What is surprising, in the words of widely respected Salon.com commentator Glenn Greenwald, is "how our blind, endless enabling of Israeli actions fuels terrorism directed at the U.S.," and how it is taboo to point this out.
Take for example former CIA specialist on al-Qaeda, Michael Scheuer, who had the audacity to state on C-SPAN: "For anyone to say that our support for Israel doesn't hurt us in the Muslim world ... is to just defy reality."
The Likud Lobby had already succeeded in getting Scheuer fired from his job at the Jamestown Foundation think tank for his forthrightness, and the Israeli media condemned his C-SPAN remarks as "blatantly anti-Semitic." There can be a high price to pay for candor on this neuralgic issue.
Yet, perhaps the most flagrant and egregious example of this syndrome is the unprecedentedly brief career -- six hours -- of former Ambassador Chas Freeman as chair of the National Intelligence Council.
On the morning of March 10, 2009, Director of National Intelligence Dennis Blair welcomed Freeman to the job overseeing all U.S. intelligence analysis and praised his "long experience and inventive mind." That afternoon, the White House succumbed to pressure from the Likud Lobby and told Blair that Freeman had to go.

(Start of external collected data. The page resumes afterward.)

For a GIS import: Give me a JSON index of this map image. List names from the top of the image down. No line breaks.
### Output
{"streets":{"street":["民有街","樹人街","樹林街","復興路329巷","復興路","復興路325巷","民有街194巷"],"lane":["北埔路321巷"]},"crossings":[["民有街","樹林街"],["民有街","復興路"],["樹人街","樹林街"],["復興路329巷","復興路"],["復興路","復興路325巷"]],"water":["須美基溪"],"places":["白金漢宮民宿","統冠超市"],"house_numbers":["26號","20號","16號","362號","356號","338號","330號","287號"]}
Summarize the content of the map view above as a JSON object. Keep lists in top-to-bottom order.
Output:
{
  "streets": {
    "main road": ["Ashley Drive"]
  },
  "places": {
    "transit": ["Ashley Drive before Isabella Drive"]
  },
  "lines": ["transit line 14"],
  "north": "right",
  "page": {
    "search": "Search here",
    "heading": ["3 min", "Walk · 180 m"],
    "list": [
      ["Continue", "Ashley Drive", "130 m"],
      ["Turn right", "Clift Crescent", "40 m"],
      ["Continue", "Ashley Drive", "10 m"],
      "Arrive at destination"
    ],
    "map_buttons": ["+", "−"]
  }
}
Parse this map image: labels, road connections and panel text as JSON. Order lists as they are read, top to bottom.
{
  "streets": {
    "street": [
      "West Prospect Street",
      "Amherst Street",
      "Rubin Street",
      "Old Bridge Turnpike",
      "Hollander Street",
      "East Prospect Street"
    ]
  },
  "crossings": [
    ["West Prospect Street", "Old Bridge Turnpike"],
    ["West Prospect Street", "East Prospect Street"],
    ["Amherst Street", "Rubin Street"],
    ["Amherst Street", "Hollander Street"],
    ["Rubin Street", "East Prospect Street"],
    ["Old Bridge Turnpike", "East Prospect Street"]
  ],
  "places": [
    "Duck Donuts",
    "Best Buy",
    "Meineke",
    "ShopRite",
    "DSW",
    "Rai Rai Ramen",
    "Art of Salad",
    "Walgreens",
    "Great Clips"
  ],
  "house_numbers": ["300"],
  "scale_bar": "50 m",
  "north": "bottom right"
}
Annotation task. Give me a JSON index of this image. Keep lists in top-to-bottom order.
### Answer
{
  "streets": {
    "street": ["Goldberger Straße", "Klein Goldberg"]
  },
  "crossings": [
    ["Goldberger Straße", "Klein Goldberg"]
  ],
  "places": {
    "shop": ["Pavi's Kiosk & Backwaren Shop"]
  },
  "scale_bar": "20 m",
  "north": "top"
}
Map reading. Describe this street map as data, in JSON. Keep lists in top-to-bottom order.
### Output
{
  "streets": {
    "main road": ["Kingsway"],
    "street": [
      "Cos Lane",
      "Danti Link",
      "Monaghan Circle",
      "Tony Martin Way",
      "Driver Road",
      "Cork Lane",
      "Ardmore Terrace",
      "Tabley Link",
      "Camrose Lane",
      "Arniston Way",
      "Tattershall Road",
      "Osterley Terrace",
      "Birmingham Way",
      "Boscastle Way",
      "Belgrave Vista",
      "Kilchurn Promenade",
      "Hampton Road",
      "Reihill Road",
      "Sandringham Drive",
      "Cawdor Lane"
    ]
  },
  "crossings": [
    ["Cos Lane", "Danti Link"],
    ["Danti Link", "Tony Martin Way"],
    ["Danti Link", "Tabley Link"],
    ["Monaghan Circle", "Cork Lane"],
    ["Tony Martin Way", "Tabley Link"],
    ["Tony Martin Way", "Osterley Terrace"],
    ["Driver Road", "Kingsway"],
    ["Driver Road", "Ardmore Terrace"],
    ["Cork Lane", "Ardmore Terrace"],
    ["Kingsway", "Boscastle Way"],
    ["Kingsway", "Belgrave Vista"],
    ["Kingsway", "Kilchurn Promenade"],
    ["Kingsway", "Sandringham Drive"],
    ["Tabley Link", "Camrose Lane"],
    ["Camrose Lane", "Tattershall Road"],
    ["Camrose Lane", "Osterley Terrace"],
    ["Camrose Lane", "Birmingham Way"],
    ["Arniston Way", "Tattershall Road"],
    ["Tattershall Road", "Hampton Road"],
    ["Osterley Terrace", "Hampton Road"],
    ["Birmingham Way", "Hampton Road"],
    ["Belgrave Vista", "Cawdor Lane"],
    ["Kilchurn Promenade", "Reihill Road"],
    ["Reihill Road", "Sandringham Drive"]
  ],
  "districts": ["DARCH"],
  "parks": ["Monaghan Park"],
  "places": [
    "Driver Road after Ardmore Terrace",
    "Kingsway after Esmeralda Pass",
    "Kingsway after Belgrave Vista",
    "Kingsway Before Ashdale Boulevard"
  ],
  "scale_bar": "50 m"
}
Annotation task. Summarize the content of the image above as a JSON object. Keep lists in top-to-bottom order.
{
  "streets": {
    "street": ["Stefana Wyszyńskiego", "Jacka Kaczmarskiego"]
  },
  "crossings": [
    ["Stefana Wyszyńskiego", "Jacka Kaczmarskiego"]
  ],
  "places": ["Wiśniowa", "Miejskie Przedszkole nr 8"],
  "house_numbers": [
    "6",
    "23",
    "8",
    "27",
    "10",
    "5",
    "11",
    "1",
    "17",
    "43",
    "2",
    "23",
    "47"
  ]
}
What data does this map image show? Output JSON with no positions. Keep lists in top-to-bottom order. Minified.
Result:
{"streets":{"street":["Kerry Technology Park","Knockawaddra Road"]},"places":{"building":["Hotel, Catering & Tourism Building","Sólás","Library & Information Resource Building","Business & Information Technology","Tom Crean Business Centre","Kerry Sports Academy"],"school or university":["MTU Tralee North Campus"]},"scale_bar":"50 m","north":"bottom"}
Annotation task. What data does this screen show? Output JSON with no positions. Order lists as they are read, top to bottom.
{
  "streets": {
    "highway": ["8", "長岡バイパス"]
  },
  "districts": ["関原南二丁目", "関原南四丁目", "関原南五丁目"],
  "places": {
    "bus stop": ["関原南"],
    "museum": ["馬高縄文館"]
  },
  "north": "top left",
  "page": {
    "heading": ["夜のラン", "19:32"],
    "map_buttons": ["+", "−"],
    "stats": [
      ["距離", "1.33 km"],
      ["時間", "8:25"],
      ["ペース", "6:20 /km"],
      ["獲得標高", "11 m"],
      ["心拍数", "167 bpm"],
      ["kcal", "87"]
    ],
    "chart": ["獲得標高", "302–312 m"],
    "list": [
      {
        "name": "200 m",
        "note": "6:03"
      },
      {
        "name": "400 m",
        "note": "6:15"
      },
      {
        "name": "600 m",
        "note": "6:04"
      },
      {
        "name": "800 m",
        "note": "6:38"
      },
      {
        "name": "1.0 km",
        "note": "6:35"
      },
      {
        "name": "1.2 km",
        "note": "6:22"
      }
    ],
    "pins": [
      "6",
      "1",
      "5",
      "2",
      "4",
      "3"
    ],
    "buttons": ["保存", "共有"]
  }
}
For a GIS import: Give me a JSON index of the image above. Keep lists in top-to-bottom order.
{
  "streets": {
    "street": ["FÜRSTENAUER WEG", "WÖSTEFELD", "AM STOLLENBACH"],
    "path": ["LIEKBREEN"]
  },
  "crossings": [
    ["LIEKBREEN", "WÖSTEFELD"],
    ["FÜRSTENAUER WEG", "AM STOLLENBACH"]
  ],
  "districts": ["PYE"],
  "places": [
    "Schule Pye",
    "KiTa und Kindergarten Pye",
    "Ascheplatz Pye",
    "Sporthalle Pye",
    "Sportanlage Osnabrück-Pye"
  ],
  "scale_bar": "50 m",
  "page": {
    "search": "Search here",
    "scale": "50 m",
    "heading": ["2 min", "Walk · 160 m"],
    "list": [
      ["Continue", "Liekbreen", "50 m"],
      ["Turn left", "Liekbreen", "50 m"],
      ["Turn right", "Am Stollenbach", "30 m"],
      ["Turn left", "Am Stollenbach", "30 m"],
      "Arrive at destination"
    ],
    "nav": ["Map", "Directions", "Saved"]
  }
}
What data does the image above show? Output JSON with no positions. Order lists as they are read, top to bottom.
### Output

Foreign policy analyst Chris Nelson described the imbroglio as a reflection of the "deadly power game on what level of support for controversial Israeli government policies is a 'requirement' for U.S. public office."
Freeman's credentials were impeccable. He is not only widely regarded as one of the brightest foreign policy specialists around, but also had this weird addiction to speaking truth to power. No way was he going to trim intelligence analysis to the desires of the Likud Lobby. That was simply unacceptable. After all, Freeman might have braced the President with the reality of how Washington's blind support for Israeli behavior is risking American lives -- not to mention the U.S. equities in the entire Middle East.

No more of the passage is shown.